Stored data
....
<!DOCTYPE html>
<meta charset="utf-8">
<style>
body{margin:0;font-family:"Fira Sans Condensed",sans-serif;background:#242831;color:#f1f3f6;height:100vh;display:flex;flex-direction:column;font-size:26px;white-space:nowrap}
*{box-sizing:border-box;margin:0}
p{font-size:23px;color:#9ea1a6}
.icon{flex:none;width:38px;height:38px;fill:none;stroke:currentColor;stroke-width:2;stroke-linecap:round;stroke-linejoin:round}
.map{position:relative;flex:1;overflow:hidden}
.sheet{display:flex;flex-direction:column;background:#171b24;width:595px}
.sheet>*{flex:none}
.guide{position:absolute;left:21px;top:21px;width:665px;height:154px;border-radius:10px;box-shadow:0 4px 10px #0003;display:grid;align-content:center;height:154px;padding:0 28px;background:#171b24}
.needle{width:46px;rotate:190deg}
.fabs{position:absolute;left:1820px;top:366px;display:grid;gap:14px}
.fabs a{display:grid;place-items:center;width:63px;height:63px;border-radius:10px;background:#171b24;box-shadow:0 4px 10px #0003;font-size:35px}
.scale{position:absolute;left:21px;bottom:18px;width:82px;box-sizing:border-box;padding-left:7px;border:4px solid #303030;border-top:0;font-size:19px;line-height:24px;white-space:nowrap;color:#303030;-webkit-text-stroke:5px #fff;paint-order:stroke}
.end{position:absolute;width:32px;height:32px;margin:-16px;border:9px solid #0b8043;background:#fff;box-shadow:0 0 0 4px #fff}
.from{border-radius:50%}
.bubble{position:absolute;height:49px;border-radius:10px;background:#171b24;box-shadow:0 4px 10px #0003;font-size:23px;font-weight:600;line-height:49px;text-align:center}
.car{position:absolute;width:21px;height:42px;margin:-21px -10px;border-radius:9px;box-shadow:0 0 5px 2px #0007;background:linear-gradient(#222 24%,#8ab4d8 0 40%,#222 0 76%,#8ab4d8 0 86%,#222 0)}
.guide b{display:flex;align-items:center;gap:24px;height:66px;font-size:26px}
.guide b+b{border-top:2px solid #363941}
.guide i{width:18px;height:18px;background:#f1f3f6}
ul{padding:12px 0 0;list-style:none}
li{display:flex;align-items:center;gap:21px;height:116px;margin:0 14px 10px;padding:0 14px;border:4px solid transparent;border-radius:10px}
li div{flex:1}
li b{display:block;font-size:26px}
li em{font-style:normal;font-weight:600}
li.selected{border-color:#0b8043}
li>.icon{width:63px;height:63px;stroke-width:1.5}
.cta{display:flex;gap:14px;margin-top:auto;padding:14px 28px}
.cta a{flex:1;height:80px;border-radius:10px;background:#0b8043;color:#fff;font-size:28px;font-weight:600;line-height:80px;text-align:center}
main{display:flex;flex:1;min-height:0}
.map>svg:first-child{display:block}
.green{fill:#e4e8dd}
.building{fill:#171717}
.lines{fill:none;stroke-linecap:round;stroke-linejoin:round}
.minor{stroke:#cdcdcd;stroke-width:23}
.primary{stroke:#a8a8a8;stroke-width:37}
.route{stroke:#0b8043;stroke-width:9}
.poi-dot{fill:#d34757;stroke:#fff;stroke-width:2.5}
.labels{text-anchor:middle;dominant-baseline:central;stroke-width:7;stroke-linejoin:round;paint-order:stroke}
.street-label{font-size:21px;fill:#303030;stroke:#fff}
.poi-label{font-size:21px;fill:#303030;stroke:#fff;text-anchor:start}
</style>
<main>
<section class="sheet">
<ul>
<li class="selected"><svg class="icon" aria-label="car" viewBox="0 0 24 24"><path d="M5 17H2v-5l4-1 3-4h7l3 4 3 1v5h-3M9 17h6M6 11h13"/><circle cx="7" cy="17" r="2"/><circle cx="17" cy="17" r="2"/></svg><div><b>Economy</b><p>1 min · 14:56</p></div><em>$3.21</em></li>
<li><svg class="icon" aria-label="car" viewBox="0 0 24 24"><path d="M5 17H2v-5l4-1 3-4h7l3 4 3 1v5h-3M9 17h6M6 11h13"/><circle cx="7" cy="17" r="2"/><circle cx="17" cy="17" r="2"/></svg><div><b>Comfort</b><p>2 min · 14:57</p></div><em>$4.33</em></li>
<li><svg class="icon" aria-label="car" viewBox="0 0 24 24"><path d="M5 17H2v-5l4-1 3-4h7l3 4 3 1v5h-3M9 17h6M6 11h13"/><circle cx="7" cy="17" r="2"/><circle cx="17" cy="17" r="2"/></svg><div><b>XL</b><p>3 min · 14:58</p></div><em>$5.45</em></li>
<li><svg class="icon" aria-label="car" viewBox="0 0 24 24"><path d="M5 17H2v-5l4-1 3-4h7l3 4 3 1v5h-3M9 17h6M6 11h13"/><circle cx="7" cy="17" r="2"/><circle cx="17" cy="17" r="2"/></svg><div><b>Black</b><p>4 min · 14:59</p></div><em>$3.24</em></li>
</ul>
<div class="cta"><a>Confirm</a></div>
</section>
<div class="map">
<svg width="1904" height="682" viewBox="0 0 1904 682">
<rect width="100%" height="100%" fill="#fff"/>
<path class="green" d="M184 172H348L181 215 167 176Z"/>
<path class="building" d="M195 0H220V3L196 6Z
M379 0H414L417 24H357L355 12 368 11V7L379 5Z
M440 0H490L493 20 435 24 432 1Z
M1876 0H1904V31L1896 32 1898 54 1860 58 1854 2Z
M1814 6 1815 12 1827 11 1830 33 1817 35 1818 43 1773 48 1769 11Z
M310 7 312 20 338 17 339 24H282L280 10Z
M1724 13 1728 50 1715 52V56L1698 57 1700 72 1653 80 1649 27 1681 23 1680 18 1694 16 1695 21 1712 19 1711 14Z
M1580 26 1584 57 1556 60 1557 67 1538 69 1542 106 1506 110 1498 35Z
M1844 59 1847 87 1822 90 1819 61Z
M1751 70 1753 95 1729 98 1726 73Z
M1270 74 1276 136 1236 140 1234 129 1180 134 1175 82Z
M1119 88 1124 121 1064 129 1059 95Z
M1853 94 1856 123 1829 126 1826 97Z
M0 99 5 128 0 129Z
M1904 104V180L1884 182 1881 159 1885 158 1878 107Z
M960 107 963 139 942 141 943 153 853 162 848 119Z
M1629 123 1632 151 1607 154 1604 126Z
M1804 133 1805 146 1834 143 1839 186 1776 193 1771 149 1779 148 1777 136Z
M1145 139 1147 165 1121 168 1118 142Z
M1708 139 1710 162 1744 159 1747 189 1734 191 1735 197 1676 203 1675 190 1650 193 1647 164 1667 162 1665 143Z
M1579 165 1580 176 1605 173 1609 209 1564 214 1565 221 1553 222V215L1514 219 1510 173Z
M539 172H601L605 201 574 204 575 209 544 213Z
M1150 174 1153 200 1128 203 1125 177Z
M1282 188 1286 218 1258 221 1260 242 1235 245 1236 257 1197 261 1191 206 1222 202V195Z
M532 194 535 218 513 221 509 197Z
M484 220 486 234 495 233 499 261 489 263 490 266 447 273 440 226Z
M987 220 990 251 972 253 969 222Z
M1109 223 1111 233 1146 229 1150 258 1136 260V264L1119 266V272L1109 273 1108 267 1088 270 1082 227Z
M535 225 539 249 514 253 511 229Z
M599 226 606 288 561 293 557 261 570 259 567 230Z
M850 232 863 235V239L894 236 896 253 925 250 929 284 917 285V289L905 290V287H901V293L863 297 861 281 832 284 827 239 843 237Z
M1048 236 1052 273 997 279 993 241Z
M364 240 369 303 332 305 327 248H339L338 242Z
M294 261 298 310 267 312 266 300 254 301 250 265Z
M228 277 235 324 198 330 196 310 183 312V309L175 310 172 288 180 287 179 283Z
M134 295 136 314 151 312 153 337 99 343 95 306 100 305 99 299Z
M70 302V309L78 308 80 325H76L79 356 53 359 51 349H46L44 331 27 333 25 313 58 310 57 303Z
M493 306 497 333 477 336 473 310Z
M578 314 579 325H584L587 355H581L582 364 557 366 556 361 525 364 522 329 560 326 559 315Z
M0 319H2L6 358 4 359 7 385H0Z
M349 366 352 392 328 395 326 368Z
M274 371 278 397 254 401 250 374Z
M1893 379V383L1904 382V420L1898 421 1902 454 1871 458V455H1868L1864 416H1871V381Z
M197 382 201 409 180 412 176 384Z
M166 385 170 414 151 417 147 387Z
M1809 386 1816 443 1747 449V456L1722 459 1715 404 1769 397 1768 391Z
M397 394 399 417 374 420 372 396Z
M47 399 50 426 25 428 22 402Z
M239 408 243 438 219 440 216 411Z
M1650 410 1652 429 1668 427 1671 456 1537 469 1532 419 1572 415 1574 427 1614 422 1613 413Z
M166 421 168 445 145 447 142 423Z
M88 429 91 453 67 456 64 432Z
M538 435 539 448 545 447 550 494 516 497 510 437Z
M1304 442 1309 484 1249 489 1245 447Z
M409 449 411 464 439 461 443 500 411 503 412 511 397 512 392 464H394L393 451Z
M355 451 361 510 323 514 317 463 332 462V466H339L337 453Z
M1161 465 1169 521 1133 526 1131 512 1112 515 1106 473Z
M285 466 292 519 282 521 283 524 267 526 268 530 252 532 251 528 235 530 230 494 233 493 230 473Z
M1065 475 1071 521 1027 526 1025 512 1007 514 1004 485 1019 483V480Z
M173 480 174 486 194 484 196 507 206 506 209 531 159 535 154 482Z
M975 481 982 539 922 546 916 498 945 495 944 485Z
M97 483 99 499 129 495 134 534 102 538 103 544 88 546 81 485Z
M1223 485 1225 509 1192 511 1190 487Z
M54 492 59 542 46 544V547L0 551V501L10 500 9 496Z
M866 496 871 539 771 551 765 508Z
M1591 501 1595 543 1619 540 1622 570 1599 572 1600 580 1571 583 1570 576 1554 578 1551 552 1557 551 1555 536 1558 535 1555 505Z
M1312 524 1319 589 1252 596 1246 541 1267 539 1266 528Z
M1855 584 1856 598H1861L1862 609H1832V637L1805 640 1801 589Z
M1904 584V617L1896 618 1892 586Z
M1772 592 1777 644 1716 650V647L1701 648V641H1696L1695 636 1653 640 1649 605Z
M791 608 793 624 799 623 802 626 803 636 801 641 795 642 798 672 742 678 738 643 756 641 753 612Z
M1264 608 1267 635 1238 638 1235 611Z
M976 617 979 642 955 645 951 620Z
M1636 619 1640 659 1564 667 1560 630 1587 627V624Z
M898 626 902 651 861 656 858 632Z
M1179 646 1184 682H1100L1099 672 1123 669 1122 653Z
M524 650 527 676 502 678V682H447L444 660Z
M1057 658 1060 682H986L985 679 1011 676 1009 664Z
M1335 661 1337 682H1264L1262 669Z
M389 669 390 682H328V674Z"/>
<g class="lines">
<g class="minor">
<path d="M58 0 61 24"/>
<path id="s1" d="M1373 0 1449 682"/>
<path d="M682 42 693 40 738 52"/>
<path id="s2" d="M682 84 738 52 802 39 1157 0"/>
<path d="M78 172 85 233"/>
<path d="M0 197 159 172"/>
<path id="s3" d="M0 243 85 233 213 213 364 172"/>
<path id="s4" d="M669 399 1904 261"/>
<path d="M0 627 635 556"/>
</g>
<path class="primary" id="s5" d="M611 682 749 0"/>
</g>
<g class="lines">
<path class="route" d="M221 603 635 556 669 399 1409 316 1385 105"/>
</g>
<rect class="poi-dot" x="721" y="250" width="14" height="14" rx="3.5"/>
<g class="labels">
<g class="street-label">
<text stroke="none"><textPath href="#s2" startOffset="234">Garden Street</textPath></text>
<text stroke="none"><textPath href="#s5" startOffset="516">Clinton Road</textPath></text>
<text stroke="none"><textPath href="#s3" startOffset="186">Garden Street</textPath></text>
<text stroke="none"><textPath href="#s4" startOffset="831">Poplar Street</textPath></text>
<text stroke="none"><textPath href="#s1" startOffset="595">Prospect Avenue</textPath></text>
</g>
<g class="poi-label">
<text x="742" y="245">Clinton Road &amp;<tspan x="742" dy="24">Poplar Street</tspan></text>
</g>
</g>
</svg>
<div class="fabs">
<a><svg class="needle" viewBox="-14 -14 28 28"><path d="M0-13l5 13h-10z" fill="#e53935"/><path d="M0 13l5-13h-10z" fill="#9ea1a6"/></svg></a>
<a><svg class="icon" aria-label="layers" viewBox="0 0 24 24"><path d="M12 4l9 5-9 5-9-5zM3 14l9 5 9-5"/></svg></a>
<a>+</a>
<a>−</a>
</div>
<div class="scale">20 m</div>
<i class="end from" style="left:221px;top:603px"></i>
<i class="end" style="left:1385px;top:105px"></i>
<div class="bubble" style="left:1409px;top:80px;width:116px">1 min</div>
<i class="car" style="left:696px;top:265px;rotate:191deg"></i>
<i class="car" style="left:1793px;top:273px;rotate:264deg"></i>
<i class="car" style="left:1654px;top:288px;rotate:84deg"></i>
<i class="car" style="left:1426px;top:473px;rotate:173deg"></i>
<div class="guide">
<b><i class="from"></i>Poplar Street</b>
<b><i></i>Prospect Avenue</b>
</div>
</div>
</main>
....
Exercise goal
From the data above, copy every line where "scale" appears.

Result for this task
.scale{position:absolute;left:21px;bottom:18px;width:82px;box-sizing:border-box;padding-left:7px;border:4px solid #303030;border-top:0;font-size:19px;line-height:24px;white-space:nowrap;color:#303030;-webkit-text-stroke:5px #fff;paint-order:stroke}
<div class="scale">20 m</div>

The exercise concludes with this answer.